NAEd/Spencer Postdoctoral Fellowship

Award Year

2017

Institution

University of Wisconsin-Madison

Primary Discipline

Mathematics Education
For nearly 40 years, mathematics education has engaged in various efforts to address equity for students who, for various reasons related to identity and demography, are unsuccessful in and disconnected from mathematics. Despite this prolonged attention to equity in scholarship, curriculum, policy, and teacher education, the gap between less privileged students and their more privileged counterparts has been consistent. Many scholars have raised the concern that equity efforts have not yielded the gains that the time, attention, and resources given them would dictate. However, there does not exist an empirical evaluation of equity discourse on a large scale. In this study, I will use discourse tracing—an approach to critical discourse analysis—as a four-phase methodological approach that allows for mapping the proliferation of equity discourses over time. Through this mapping, I will examine the successes and limitations of equity discourse and consider ways in which the field can move toward addressing and eliminating inequities. Data for this study include scholarly literature, policy and curriculum documents, and unstructured interviews with equity-oriented scholars in mathematics education.

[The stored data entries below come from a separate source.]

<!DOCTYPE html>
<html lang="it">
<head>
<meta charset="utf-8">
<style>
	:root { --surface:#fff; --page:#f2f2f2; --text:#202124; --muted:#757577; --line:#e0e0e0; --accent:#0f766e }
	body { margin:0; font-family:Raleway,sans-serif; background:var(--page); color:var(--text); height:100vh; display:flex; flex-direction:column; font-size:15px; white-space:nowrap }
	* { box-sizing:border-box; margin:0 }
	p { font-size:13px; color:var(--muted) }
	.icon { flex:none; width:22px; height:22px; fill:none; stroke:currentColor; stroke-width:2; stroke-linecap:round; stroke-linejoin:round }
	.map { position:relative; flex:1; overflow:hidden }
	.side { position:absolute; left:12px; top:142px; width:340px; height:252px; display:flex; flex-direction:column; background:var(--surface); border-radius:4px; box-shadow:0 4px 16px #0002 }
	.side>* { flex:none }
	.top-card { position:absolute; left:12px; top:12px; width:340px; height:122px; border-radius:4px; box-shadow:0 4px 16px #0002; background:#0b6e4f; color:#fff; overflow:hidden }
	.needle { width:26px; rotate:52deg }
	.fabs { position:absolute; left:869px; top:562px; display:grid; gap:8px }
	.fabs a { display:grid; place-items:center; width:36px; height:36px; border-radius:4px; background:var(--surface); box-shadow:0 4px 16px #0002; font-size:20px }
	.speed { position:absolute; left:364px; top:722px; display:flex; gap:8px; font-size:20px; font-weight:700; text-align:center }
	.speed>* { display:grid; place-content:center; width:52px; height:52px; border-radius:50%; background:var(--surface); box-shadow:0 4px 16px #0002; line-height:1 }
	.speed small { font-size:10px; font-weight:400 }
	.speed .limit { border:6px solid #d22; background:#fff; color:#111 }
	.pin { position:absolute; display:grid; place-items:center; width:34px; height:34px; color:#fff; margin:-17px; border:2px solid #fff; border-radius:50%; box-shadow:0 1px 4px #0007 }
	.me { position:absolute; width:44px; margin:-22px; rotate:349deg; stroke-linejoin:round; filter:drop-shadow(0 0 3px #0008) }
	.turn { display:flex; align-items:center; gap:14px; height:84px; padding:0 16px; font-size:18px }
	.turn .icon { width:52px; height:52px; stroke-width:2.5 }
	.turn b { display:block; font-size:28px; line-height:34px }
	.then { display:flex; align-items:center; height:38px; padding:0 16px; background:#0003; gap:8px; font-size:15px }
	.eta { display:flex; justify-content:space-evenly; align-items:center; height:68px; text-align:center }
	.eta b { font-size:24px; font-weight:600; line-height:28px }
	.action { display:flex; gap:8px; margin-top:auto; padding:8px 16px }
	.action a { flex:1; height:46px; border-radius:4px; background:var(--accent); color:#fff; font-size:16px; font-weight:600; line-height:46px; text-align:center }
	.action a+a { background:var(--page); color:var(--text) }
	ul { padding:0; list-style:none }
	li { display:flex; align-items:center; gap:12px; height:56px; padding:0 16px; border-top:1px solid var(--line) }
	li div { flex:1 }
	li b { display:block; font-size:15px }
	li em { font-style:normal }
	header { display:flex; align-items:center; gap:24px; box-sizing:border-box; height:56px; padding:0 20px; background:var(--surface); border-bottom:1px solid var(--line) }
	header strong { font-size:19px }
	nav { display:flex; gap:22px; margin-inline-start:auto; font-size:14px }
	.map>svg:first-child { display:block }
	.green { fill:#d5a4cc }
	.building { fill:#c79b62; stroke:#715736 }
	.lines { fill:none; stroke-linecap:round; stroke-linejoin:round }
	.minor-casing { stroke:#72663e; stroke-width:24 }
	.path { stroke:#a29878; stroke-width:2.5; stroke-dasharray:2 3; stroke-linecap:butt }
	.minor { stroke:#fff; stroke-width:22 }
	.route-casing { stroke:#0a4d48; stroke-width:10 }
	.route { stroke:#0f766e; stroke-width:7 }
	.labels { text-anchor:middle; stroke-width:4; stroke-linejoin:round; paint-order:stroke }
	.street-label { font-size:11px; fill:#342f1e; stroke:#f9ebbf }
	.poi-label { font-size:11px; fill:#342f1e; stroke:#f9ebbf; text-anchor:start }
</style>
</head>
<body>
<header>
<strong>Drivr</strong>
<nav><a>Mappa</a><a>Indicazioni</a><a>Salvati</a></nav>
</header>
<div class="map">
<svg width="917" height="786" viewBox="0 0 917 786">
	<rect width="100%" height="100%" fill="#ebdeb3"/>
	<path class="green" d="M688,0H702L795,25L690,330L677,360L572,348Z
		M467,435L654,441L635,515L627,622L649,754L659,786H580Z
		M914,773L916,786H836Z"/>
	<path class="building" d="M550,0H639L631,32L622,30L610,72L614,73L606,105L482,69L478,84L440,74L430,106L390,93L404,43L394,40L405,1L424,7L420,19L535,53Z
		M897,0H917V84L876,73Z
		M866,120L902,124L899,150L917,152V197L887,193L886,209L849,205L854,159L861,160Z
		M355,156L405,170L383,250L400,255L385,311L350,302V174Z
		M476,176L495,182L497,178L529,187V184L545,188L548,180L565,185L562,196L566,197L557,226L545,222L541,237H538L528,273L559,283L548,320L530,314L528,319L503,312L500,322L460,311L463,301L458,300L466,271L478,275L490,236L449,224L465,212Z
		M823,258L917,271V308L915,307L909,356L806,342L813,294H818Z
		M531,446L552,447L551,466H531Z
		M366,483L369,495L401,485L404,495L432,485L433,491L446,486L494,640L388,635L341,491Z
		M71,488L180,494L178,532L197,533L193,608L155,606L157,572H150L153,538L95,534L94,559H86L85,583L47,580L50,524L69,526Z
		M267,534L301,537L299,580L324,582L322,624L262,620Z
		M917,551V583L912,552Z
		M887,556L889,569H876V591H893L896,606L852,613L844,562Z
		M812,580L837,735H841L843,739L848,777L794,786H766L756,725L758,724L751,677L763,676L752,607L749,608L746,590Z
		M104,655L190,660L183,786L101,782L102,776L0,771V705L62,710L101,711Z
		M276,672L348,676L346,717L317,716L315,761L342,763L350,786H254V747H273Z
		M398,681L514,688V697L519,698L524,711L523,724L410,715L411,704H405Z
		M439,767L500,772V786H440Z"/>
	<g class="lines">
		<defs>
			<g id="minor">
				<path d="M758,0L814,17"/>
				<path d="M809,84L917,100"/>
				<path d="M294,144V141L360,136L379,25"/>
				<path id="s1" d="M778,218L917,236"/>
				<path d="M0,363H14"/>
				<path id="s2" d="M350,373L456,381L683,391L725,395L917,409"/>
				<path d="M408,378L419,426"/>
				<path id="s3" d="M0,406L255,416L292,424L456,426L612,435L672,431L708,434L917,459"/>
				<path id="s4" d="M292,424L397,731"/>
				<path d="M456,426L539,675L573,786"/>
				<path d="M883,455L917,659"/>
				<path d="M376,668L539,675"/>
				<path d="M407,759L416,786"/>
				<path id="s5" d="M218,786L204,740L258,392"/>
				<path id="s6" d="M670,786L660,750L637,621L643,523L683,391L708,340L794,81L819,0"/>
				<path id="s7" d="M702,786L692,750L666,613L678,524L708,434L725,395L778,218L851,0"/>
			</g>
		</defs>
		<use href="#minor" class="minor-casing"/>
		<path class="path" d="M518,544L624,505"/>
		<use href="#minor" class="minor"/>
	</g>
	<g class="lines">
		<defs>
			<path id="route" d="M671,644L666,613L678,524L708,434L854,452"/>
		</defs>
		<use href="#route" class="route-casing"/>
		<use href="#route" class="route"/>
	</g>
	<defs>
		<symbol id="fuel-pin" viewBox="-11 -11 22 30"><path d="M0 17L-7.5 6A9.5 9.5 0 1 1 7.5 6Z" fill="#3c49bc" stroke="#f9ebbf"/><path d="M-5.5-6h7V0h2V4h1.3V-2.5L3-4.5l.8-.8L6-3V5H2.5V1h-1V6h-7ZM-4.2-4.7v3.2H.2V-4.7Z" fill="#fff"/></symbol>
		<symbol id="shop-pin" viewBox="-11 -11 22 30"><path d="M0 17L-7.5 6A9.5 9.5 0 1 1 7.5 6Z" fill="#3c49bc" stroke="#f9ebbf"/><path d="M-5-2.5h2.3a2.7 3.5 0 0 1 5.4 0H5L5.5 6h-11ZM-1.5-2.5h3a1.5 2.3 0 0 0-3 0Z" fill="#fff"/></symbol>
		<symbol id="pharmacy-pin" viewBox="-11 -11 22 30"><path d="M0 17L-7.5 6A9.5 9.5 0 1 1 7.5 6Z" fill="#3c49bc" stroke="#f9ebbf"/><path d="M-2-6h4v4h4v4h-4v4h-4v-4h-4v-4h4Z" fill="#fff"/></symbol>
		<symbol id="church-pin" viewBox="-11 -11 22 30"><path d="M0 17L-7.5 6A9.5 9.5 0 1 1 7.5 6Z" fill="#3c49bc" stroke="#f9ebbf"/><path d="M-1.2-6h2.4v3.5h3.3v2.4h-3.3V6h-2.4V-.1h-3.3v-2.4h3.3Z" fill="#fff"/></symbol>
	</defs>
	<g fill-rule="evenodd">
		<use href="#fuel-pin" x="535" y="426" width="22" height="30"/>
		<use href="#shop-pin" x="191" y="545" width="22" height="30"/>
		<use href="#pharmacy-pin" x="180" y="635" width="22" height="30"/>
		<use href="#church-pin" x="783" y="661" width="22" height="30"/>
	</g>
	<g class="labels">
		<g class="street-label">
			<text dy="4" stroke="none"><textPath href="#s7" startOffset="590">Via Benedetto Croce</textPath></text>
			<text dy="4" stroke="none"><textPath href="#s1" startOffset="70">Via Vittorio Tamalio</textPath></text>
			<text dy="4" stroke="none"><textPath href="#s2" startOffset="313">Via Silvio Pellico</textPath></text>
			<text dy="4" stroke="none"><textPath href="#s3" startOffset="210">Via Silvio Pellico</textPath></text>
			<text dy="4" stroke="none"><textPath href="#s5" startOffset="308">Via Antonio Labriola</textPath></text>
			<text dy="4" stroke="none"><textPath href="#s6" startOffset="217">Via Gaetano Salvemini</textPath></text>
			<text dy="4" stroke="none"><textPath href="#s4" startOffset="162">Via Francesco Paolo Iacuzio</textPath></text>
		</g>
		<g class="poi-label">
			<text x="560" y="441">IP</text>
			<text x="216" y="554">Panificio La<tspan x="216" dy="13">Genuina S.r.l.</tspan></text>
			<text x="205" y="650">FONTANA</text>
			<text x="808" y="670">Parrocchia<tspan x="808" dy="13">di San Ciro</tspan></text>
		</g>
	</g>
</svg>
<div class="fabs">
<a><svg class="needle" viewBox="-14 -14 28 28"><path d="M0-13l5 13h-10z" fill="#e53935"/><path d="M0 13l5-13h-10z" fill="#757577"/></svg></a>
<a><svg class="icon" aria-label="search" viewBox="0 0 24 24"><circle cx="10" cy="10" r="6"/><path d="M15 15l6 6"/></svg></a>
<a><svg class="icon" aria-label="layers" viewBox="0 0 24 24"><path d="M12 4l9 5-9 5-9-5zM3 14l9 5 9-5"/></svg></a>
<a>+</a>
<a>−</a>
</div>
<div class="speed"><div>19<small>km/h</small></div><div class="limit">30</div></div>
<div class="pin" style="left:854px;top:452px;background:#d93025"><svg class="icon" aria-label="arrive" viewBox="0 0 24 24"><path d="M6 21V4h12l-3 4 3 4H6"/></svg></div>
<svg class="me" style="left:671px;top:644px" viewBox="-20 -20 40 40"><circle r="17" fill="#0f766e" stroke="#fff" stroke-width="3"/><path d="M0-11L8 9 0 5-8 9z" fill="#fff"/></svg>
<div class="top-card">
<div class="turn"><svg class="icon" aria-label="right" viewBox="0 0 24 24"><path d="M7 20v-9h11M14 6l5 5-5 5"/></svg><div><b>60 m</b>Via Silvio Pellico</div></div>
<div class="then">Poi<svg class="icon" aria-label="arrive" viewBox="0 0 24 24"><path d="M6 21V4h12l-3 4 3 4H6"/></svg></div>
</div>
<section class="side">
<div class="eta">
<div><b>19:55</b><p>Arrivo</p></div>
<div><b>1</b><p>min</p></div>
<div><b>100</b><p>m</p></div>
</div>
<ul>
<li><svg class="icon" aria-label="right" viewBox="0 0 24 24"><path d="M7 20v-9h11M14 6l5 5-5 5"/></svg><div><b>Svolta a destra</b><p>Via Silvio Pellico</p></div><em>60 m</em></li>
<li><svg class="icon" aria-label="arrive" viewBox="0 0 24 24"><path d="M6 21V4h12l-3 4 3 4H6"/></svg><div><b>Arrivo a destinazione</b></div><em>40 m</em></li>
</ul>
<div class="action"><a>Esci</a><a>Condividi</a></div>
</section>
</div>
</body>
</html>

This tracing will provide a picture of equity in mathematics education over time that can function as a resource in future curriculum and policy discussions within and outside the mathematics education community.
About Erica Bullock
Erika C. Bullock is an Assistant Professor in the Department of Curriculum and Instruction at the University of Wisconsin-Madison. Dr. Bullock earned a B.S. in computer science from Spelman College and a M.Ed. and Ph.D. in mathematics education from Georgia State University. In her scholarship, Dr. Bullock seeks to create new possibilities for mathematics education by confronting the field’s epistemic limitations—both past and current. Her research seeks to interrogate the boundaries of mathematics education as both a historical product and cultural practice, particularly related to questions of equity and opportunity. The research connects different social, cultural, and historical disciplines outside of education to engage in studies of mathematics education. She employs critical theories of race, standpoint feminism, and literatures from sociology, geography, curriculum studies, and the history of science. Dr. Bullock’s published work has appeared in Educational Studies in Mathematics, The Journal of Mathematics Education at Teachers College, The Journal of Education, The Mathematics Enthusiast, and Teachers College Record. She is also Associate to the Editor-in-Chief of the Journal of Urban Mathematics Education.